We passed stables that once housed up to 25 horses, horses intentionally blinded before they worked the mines to make them easier to control in the dark bowels of the earth. The shock of the blinding of the horses was followed by tales of more brutality. Of the more than 2,000 slave labourers and others from nearby concentration camps who worked in these damp, dark caves, only a few survived.
From further research carried out on my return home and some information I gleaned at the Third Man Museum in Vienna I learned that in the last months of the war, the remaining inmates were forced on a 200 km-long march to Mauthausen concentration camp. Many of these were Austrian Jewish citizens and 51 of them were killed by the SS with gasoline injections before the march began. Few of the remainder survived.
The 18th century miners had a particular devotion to St. Barbara and we were shown a large room with candles and a religious icon, one of several Catholic shrines to the saint within the mine. The Vienna Boys Choir occasionally sings there and apparently up to 2,000 people attend the concert (by coincidence about the same number as that of the prisoners who worked in the mine). A monument honouring the massacred men was erected in 1998 and has a place near the Saint Barbara shrine. The Holocaust Memorial on the former site of the concentration camp marks the site of the mass grave of these 51 slave labourers executed by the Nazis.*

I almost forgot. The main reason for visiting this cave, the Seegrotte, was to take the trip on the lake on which was anchored the golden dragon boat used in the 1993 “Three Musketeers” movie which was shot here. We took the 20 minute glide across the Lake (but not in the Three Musketeers boat much to the disappointment of one little boy) lit by the soft glow of the cave lamps as the guide pointed out the wall through which the water had come back in 1912, and answered a few innocuous questions.

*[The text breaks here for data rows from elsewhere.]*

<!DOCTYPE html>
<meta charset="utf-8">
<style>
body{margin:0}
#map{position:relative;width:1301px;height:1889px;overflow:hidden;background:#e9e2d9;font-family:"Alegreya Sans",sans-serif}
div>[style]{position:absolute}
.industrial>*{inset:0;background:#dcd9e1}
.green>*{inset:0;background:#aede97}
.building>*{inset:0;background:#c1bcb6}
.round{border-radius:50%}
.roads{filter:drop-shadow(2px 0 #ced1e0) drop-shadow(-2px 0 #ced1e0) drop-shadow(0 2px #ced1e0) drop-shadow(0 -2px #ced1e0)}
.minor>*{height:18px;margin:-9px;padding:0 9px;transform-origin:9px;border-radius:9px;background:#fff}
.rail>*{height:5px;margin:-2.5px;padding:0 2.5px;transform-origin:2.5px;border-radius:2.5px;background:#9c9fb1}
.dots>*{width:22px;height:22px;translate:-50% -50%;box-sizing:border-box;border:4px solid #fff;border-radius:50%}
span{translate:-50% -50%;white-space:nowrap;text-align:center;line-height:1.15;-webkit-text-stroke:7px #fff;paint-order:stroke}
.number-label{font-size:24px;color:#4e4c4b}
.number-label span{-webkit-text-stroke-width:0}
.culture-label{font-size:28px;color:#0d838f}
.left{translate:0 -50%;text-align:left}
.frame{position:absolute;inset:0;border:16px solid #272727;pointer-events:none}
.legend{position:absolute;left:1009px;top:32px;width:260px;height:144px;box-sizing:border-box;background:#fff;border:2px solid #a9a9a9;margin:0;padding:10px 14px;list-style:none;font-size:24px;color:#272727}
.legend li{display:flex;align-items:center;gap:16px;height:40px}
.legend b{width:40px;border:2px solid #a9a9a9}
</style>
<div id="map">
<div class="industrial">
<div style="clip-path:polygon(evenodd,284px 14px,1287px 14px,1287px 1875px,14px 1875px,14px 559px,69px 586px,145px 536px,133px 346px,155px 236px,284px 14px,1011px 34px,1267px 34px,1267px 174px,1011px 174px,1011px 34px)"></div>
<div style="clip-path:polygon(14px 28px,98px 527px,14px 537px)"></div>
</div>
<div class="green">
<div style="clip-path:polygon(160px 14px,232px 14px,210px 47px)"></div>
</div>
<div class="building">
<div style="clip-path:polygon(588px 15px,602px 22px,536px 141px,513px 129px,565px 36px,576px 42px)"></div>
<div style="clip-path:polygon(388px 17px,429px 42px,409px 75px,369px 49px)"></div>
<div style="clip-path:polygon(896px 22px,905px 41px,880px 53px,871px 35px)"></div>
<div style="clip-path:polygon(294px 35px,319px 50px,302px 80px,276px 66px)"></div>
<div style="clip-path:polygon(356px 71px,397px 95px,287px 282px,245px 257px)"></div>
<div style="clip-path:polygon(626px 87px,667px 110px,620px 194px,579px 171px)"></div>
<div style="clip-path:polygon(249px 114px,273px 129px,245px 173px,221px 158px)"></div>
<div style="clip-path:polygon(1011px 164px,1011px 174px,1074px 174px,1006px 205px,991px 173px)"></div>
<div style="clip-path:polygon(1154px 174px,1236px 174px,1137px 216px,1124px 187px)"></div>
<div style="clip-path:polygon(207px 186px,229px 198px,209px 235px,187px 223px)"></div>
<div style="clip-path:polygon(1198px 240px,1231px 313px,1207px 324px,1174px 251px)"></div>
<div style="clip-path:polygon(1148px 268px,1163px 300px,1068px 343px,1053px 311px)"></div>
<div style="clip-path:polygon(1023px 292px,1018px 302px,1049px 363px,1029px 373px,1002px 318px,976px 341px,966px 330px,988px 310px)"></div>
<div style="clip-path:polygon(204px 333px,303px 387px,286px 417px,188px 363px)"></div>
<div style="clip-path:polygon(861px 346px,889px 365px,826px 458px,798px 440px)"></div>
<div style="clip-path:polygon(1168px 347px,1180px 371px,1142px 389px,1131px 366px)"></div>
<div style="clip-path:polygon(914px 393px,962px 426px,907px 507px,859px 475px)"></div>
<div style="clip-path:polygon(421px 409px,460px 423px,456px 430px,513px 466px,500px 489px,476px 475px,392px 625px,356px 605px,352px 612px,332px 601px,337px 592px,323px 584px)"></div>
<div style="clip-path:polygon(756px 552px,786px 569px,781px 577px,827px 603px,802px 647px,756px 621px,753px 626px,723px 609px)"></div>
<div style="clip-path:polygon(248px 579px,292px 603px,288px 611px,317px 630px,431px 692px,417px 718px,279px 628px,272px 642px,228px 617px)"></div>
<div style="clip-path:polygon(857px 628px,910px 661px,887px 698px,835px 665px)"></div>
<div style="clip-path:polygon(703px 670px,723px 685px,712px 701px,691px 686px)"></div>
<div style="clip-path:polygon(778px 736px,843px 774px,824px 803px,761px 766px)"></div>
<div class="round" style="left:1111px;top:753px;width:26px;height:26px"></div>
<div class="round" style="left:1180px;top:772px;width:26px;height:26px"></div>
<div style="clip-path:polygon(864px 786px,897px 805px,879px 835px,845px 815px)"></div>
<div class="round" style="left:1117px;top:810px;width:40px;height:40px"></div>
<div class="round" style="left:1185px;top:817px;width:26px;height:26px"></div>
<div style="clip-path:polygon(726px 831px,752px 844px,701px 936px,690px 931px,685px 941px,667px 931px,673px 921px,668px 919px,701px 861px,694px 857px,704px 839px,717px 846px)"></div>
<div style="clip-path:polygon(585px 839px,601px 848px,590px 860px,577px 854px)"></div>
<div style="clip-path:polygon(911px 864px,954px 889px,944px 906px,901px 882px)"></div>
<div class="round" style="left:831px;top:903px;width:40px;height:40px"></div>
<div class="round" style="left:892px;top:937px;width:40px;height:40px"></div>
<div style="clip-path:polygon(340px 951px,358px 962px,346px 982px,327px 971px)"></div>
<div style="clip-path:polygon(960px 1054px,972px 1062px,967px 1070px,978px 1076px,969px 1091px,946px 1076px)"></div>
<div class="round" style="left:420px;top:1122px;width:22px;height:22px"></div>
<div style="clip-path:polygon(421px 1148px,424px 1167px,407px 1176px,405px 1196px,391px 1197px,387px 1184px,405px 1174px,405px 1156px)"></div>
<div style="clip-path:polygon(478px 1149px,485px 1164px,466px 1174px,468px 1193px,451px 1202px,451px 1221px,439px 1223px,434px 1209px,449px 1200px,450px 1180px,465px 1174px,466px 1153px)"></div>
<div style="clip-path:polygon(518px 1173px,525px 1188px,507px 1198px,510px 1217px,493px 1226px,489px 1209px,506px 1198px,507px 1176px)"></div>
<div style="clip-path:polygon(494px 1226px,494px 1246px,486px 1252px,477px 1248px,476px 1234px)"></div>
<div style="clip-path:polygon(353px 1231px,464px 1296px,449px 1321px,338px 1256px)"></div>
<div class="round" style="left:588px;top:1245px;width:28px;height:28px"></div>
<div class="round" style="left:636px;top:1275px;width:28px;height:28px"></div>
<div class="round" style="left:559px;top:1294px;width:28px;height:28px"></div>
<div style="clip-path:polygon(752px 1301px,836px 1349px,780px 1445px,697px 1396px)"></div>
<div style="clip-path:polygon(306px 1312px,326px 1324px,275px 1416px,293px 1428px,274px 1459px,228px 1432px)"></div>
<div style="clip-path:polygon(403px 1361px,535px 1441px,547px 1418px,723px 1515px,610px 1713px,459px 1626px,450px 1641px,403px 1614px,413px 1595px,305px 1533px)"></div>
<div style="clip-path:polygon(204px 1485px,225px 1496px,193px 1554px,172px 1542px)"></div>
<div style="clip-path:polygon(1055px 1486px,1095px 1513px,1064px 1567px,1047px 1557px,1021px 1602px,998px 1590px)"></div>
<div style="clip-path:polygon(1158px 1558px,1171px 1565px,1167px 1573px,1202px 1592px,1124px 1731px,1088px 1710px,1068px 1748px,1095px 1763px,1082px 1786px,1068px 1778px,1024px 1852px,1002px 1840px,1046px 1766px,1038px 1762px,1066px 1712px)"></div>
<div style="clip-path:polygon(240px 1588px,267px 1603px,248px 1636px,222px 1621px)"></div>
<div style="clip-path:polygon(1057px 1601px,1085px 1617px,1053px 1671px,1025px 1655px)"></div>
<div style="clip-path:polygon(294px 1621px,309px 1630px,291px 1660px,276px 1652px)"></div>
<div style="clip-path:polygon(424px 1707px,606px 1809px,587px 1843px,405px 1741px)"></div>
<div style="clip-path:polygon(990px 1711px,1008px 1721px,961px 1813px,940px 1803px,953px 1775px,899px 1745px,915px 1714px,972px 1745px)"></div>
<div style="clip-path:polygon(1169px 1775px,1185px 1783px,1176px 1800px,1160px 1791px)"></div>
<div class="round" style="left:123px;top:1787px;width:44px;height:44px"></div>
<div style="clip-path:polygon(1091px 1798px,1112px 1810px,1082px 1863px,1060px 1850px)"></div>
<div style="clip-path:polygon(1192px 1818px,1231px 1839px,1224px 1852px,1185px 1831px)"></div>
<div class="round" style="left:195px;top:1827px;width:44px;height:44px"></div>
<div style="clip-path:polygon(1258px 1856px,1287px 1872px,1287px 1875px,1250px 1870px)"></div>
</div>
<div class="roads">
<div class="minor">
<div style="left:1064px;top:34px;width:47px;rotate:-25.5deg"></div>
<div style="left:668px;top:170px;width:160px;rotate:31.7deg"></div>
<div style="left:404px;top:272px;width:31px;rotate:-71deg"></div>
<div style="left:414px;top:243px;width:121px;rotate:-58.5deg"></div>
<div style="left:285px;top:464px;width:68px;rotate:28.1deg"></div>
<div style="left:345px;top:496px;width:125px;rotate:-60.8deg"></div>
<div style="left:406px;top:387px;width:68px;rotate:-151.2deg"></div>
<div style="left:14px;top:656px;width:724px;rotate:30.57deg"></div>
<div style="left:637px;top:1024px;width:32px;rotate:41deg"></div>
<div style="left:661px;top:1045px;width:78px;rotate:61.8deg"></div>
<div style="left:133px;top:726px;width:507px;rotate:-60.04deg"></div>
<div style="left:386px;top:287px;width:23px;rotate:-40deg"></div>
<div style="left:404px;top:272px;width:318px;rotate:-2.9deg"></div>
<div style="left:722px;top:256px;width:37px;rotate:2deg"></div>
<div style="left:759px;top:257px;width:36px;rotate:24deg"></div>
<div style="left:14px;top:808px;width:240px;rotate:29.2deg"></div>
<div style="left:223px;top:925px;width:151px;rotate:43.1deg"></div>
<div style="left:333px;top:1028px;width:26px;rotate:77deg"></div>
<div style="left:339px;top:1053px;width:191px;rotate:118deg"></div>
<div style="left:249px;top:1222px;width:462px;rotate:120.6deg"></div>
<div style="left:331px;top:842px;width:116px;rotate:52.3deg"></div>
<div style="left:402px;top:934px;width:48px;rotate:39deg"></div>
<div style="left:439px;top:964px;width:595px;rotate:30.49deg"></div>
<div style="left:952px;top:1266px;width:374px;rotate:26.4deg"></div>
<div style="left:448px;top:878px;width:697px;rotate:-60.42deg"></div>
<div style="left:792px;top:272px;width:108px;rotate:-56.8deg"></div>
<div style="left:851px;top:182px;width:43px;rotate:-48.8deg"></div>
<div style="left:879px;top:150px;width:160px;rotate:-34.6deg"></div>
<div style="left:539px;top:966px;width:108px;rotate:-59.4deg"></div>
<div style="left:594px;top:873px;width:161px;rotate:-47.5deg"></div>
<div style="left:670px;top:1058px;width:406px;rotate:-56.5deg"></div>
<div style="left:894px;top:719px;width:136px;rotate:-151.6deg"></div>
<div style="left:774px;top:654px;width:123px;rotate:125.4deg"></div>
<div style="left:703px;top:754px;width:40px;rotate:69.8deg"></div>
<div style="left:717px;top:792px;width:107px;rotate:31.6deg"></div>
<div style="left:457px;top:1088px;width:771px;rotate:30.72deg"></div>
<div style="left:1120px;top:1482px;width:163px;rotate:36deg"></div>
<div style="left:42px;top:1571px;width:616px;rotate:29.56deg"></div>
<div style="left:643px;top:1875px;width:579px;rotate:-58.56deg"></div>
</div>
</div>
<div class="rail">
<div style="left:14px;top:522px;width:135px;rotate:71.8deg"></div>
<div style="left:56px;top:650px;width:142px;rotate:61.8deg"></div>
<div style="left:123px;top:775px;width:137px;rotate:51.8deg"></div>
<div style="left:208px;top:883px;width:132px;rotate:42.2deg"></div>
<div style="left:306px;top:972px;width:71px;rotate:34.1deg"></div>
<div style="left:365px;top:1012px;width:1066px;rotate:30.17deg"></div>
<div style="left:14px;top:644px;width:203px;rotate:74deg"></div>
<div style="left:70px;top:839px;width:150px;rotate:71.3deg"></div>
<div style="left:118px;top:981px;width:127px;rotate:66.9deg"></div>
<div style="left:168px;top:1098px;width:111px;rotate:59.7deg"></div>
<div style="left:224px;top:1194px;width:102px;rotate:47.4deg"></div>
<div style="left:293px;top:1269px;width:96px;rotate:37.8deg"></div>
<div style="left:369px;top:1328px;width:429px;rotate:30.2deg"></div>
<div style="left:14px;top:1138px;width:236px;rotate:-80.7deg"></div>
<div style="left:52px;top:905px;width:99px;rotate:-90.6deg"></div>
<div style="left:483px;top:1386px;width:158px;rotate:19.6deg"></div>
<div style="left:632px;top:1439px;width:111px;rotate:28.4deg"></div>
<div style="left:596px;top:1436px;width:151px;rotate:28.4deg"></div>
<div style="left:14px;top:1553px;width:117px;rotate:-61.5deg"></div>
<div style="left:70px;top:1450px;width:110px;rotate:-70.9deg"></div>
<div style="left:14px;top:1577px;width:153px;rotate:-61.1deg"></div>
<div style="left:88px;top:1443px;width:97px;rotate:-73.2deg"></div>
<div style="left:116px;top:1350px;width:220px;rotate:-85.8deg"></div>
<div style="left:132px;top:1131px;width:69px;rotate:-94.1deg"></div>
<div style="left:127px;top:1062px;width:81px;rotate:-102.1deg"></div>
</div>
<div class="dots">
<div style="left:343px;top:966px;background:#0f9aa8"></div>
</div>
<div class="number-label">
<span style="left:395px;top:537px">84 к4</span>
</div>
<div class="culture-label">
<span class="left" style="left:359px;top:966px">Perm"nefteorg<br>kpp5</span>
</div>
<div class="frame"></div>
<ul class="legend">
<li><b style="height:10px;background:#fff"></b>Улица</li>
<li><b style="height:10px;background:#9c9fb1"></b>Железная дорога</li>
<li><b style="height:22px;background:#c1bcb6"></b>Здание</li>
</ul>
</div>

The lake is placid and pure and we drifted in and out of ‘rooms’, skirting overhanging roofs, lulled by the silence and the magic that caves and water always produce.
The stories I’d just learned took something away from the trip. I think it’s probably an age thing as no one else seemed at all put out by it. Although it was enjoyable, I just felt it was a long way away from Tales from the Vienna Woods birdsong and waltzes. It certainly dispelled the sweetness of the Strudl and Strauss I’d been indulging in over the past three days.
Postscript: The mine closed in Spring 1945 by which time the Nazi prison workers had produced 198 fuselages which had been sent to the Vienna International Airport in Schwechat to be assembled. As WW2 came to an end, the Nazis tried to destroy the entire underground factory but they only managed to destroy the water removal pumps. Without the water being pumped out the mine quickly flooded again.
In Spring 1949, it reopened to the public as Seegrotte, the boat trips started then and continue to this day as a major attraction in the Vienna Woods.
* The WW2 holocaust memorial is located on Johannesstrasse, a few blocks from the Seegrotte.